Daughters of the Night Sky(30)
We nodded our assent, not that we had much option to do otherwise.
We assembled an hour later for our evening briefing. She offered her praise for the day’s performance and a few notes of censure and advice.
“The last act of the day, ladies, is to report to the post barber.” Fretful whispers broke what had until then been a respectful silence. The blue of Orlova’s eyes looked bright as she scanned the crowd. More than a few women patted their manes, most of which dipped well past their shoulders. Orlova’s blond locks were already cut to just below her ears in a bob, giving her a tidy appearance that Stalin himself would have applauded in one of his warriors.
We walked with all the cheer of pallbearers in a funeral procession to the building that housed the post barber. Two or three women cried openly at the sight of the team of barbers waiting grim faced for the first of us to claim the six open seats. We all hung back as though the seats were torture devices. Sofia waited with another officer in the corner, their eyes scanning the throng of nervous pilots.
This is simply the first test. The first of the sacrifices we will be asked to make.
Military discipline. This is what she’d meant. I took a step forward, inhaled deeply, and took my place with the sternest looking of the men. I freed my wavy auburn hair from its chignon and closed my eyes. I tried not to think of the stolen hours with Vanya as he ran his fingers through the long tresses. Fiery, he’d called them.
I fought to keep from cringing as I heard the slow metallic scrape of the scissor blades as the barber severed the locks from my head. I opened my eyes and focused on the women who looked at me. They dreaded having to follow my lead, but it was the price of service.
Snip. Snip. Scrape.
I could not look at the pool of red at my feet as the barber snipped, but I would not let my anguish travel from my heart to my eyes. Taisiya took the seat next to mine and released her hair from her pins with a curt order to the gangly young barber she’d selected to get on with his business. My eyes flitted over to her seat, where she kept her own grimace at bay. Well done, Taisiyushka. We’ll be ugly together.
The barber made short work of my mane, and I escaped the chair the moment he tapped my shoulder to signal that he’d finished with me. Sofia shot me a shallow smile, appreciative I’d been the first to fall in line. Once free of the barbers’ quarters, I sought out my bunk, glad at least that the sting of tears didn’t threaten.
I groaned as I heard Oksana’s footsteps echo through the otherwise empty barracks. Her hair was already cropped fairly short, but she had allowed the barber to shape her bob to a crisp angle that set off the severe lines in her high cheeks and long, shapely nose. Her hair wasn’t the lustrous golden blond that Sofia had been graced with, but a shade or two closer to silver or platinum. A bit more down to earth. I might have found her less intimidating than Sofia if every word from her lips, every movement she made, wasn’t calculated to keep the world at a distance.
“It will grow back,” she said, opening her duffel to recover a book.
“I’m not that worried about it,” I said, realizing it was true.
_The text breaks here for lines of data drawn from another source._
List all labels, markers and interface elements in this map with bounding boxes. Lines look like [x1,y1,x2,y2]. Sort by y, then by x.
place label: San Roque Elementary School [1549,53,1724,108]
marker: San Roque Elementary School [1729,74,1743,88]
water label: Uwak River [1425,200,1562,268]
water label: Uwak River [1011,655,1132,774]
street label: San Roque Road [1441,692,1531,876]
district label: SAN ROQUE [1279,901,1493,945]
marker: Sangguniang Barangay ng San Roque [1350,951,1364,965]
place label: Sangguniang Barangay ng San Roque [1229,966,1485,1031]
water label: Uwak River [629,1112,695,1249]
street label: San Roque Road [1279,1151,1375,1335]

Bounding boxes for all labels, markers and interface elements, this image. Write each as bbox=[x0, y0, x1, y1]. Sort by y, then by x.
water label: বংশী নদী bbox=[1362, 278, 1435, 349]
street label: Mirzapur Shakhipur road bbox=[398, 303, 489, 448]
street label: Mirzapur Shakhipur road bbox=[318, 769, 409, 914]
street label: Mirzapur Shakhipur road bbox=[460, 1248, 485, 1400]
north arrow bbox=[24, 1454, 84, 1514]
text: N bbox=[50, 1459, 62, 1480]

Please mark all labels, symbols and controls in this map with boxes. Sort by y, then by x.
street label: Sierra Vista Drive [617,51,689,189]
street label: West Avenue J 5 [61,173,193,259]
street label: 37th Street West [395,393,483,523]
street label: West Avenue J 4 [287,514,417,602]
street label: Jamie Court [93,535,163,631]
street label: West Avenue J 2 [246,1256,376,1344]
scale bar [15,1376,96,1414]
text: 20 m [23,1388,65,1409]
I could have my length back in a few years. It wasn’t as though there would be anyone at the front lines with the time to worry about our haircuts. “I came in here because I just wanted some peace while the others got their cuts.”
The post was always a hive, so silence was a rare commodity. She reclined on her bunk with her novel, happy to oblige my need for quiet.
After perhaps a quarter of an hour, I summoned the courage to take my small hand mirror from my trunk to assess the barber’s handiwork. He was not deft with his scissors, but it wasn’t a ruthless hack job, either. The short cut threw every line and angle of my face into sharp relief, though my face would never have the chiseled quality that Oksana’s did. I did look harsh, though, the softness in my face all but gone.
I wondered if I could ever reclaim it again.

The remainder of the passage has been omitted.